Could you give the number of lines in the entries below that contain the word "bottom"? Only the number is wanted.

Stored items
......

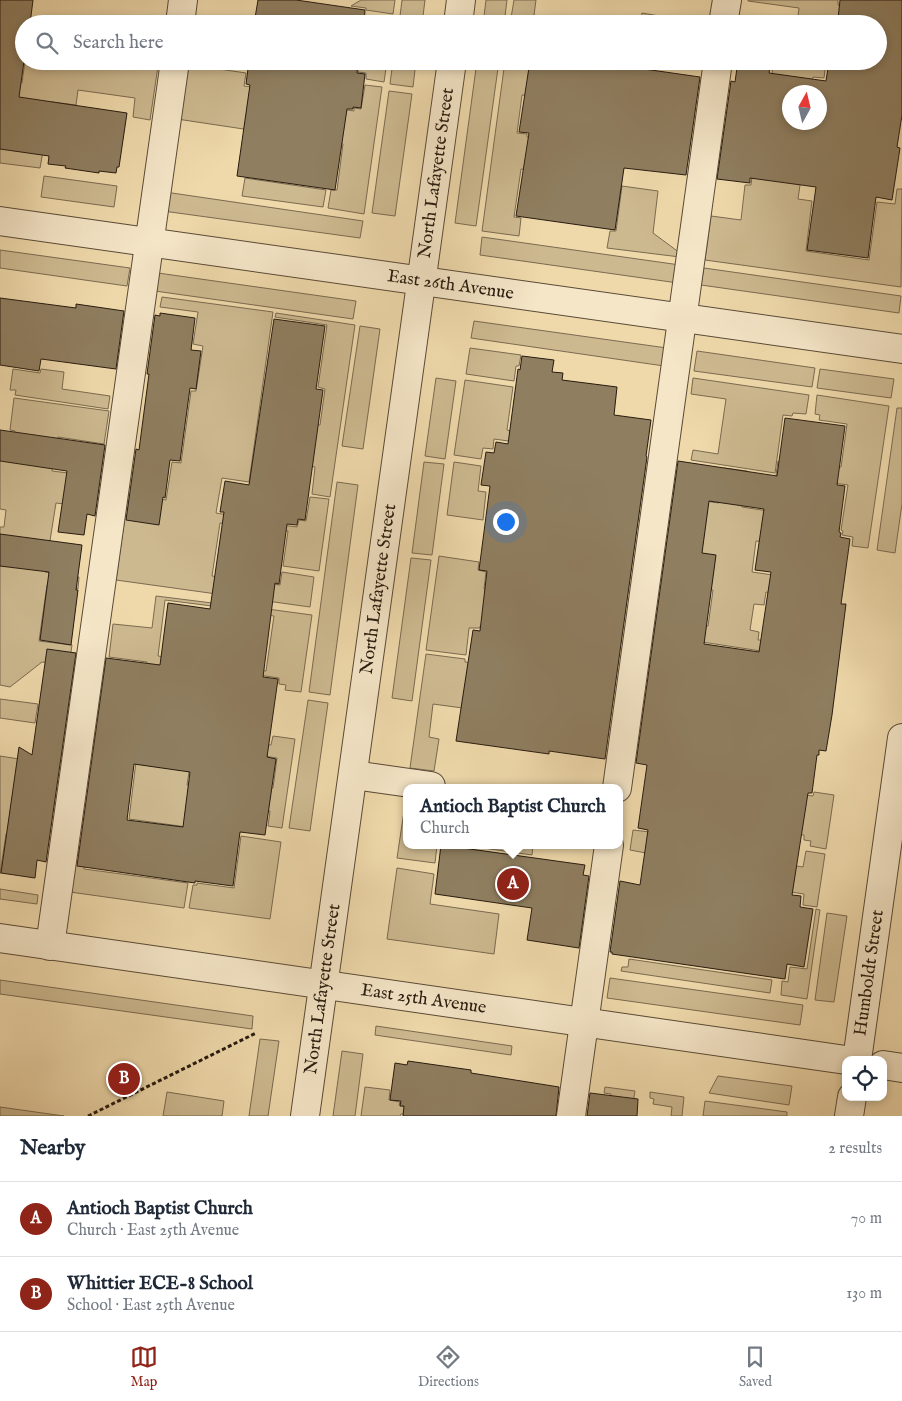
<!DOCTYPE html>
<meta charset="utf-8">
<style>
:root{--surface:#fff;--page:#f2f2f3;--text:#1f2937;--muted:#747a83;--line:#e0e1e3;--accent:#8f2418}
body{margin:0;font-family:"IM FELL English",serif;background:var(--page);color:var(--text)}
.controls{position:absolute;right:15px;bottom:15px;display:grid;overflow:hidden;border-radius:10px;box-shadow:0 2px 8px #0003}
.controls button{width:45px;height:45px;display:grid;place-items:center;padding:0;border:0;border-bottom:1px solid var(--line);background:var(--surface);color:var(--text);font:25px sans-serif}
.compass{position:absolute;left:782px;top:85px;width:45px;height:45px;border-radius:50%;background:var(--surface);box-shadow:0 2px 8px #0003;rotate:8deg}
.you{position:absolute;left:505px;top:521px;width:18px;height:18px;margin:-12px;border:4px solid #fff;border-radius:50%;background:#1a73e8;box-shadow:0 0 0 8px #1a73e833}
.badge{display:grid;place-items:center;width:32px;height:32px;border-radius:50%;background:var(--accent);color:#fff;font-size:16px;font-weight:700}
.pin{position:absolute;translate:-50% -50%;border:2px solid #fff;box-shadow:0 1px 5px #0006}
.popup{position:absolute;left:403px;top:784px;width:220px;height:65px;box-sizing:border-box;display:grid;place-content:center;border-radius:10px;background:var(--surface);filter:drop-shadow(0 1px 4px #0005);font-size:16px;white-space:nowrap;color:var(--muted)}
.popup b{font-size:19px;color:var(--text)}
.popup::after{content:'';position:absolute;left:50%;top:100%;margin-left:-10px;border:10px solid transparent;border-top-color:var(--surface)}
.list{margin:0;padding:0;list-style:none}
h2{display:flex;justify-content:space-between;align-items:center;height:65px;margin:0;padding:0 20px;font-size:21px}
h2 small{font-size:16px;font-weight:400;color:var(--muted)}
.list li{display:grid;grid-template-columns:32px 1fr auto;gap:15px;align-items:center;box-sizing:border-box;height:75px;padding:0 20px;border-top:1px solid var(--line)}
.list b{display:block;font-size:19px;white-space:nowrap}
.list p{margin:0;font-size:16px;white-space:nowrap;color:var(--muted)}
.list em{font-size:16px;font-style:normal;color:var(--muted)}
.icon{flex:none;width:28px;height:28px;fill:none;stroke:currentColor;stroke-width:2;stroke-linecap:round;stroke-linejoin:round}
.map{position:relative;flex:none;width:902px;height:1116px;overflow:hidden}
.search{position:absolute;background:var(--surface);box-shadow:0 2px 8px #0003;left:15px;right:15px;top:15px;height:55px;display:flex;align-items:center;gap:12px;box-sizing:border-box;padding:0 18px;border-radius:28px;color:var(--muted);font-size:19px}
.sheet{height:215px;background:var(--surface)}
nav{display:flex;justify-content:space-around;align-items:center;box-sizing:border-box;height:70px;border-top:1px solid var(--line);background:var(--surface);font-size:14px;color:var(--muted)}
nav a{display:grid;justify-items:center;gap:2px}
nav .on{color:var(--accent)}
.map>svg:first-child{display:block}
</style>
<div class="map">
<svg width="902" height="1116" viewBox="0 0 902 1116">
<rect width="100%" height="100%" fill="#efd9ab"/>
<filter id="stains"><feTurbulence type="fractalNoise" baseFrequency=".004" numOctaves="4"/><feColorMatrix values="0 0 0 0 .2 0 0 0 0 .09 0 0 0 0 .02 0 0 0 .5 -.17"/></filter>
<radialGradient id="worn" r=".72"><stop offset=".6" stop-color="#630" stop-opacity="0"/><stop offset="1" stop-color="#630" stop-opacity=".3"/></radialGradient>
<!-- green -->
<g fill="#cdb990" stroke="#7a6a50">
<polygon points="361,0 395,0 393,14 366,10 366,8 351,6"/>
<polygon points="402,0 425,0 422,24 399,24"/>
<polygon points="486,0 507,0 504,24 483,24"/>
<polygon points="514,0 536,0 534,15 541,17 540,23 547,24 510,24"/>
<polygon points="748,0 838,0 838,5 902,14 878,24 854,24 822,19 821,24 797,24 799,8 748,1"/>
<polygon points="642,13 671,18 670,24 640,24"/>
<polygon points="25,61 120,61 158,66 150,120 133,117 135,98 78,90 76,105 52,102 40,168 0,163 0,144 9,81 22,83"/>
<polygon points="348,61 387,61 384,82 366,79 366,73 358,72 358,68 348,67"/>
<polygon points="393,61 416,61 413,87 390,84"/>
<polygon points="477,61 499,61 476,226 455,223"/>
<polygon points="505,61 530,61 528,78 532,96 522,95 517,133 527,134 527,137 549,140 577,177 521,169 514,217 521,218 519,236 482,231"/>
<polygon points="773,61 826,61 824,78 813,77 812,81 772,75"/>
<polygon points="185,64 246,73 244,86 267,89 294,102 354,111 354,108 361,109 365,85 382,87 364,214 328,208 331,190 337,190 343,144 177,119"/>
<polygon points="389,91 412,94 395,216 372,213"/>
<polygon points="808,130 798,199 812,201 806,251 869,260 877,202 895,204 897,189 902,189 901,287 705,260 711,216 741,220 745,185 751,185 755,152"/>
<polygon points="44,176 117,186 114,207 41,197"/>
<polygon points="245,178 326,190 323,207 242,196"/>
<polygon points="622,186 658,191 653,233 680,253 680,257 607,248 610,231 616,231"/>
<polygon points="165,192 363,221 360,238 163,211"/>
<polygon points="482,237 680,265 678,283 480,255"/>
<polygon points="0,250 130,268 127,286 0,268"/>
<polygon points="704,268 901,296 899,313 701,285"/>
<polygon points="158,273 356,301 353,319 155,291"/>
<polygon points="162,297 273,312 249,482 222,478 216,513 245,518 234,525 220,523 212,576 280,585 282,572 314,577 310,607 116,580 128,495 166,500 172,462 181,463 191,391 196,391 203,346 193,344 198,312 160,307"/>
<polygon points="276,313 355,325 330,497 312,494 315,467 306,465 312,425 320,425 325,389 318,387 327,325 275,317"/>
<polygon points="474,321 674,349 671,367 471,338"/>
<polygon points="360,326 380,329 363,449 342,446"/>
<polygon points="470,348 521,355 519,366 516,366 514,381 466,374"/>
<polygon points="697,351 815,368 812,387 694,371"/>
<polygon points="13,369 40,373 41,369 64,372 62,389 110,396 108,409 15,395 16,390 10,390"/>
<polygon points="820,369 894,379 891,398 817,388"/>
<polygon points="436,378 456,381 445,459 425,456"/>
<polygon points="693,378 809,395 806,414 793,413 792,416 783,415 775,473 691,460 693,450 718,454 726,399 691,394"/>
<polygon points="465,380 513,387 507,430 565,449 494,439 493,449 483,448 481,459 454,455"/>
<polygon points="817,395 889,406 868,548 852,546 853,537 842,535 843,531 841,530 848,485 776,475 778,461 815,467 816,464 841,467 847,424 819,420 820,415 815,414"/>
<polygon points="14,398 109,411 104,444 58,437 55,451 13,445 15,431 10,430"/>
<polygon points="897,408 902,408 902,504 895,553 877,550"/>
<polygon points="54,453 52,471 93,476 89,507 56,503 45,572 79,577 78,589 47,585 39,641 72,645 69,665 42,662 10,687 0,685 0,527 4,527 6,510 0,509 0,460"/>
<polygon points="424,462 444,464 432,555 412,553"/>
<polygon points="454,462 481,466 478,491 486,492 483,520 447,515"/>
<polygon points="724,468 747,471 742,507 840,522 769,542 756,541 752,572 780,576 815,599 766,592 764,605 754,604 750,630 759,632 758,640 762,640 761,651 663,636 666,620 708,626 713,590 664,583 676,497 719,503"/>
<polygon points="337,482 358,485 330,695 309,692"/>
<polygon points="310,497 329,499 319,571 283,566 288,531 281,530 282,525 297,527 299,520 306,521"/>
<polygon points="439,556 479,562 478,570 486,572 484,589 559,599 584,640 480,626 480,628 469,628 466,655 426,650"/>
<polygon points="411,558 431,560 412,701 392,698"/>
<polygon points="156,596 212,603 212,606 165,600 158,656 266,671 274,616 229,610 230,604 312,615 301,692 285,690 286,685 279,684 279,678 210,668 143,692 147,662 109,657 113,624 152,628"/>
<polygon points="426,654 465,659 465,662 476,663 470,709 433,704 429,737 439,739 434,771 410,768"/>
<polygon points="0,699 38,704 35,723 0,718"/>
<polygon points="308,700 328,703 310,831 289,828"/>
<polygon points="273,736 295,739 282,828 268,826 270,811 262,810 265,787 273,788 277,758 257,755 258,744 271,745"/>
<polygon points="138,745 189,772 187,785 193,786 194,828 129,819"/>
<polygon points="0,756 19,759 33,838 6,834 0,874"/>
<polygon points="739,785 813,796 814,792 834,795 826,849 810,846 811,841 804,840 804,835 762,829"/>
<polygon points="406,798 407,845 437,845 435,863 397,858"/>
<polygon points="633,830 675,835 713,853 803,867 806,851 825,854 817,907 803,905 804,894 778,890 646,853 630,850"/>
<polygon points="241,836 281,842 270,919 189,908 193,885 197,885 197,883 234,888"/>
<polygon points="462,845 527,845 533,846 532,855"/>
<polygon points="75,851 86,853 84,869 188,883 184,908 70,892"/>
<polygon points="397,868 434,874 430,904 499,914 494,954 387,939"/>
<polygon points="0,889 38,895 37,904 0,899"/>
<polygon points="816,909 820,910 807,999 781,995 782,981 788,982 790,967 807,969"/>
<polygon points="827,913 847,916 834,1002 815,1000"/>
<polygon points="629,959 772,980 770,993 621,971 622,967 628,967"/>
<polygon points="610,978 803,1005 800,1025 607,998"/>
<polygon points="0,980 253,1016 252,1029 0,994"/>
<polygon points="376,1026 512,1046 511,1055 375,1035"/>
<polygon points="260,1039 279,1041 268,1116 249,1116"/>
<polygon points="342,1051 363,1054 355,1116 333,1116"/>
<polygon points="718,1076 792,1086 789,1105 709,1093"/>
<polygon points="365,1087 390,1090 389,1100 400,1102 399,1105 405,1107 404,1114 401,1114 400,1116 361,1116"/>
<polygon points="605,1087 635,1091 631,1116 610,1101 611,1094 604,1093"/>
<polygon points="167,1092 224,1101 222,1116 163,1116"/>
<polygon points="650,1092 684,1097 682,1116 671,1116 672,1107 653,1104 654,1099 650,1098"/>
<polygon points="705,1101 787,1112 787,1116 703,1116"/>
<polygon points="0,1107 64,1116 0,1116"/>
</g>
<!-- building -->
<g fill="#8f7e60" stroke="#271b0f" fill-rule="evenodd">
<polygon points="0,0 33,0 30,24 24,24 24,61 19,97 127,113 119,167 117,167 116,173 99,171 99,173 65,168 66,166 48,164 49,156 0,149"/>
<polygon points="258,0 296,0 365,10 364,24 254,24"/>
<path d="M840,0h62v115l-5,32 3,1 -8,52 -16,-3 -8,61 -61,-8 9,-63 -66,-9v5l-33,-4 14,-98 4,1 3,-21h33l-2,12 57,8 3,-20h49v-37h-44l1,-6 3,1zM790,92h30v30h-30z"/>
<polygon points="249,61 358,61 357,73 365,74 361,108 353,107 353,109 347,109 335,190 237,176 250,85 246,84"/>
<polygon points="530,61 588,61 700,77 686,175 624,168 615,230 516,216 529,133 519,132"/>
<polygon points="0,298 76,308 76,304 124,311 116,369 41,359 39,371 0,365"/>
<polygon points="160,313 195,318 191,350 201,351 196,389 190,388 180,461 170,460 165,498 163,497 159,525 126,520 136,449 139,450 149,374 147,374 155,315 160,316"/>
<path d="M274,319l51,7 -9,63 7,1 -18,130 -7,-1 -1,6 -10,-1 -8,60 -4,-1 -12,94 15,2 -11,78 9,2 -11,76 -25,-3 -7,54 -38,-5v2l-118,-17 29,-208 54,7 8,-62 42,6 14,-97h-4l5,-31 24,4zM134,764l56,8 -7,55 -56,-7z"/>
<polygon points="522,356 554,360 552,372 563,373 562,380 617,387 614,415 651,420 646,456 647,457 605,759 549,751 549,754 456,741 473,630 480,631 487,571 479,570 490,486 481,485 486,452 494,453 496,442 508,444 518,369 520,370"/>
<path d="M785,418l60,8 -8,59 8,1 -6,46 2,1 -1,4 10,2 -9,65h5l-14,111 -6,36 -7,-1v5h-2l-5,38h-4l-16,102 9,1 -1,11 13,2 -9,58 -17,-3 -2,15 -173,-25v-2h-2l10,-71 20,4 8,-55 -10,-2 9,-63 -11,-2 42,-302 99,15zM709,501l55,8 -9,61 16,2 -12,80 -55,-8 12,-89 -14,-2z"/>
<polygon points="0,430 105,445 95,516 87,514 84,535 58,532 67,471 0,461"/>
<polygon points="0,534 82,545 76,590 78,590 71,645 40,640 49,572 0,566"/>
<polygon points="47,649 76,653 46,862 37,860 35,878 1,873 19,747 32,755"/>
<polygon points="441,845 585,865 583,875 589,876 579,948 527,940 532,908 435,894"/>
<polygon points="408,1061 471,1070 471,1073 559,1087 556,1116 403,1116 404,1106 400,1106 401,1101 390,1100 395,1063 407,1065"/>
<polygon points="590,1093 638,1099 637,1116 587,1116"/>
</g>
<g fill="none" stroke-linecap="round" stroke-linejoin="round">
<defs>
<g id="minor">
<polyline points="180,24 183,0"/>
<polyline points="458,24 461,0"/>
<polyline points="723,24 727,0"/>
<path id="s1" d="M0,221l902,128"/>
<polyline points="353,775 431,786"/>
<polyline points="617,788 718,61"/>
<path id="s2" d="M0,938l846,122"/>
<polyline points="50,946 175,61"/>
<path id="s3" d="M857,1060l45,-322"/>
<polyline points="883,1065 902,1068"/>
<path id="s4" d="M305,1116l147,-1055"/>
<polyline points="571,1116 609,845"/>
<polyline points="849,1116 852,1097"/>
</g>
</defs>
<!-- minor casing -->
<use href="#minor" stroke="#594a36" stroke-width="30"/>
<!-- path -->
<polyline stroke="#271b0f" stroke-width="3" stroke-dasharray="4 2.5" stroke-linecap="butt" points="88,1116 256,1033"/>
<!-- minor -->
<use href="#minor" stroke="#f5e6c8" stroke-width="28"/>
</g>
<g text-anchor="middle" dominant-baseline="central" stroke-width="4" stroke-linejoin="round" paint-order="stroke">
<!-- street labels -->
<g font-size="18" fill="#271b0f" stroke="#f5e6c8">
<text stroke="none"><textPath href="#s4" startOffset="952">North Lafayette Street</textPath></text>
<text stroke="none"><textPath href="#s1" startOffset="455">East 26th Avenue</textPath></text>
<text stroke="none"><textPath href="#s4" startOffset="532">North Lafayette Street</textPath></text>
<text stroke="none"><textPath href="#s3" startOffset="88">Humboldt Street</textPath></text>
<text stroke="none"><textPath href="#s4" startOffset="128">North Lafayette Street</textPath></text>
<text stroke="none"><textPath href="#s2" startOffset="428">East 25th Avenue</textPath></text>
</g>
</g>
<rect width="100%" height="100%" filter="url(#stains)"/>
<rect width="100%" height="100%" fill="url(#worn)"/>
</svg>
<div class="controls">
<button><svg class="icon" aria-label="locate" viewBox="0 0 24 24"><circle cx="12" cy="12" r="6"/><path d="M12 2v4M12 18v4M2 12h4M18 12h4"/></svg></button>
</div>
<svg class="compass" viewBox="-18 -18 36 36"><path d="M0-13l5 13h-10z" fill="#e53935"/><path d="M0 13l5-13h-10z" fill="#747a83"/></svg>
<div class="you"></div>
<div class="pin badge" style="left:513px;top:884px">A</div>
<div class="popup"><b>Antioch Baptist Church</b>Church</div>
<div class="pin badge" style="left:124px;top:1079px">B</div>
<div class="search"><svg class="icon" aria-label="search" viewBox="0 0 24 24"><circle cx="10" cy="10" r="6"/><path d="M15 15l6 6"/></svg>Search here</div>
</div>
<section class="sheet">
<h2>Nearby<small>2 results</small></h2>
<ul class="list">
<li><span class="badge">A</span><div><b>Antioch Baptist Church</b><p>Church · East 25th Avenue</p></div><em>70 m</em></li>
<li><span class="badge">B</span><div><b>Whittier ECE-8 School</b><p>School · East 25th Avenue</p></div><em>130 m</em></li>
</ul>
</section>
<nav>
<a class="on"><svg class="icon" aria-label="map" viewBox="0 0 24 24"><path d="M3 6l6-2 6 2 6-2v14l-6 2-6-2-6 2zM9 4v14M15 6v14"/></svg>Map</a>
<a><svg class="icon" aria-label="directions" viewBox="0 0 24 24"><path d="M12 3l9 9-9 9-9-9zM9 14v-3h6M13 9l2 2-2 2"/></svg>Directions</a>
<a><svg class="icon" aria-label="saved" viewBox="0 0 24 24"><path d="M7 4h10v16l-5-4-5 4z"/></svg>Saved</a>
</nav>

......

- _Result_:
2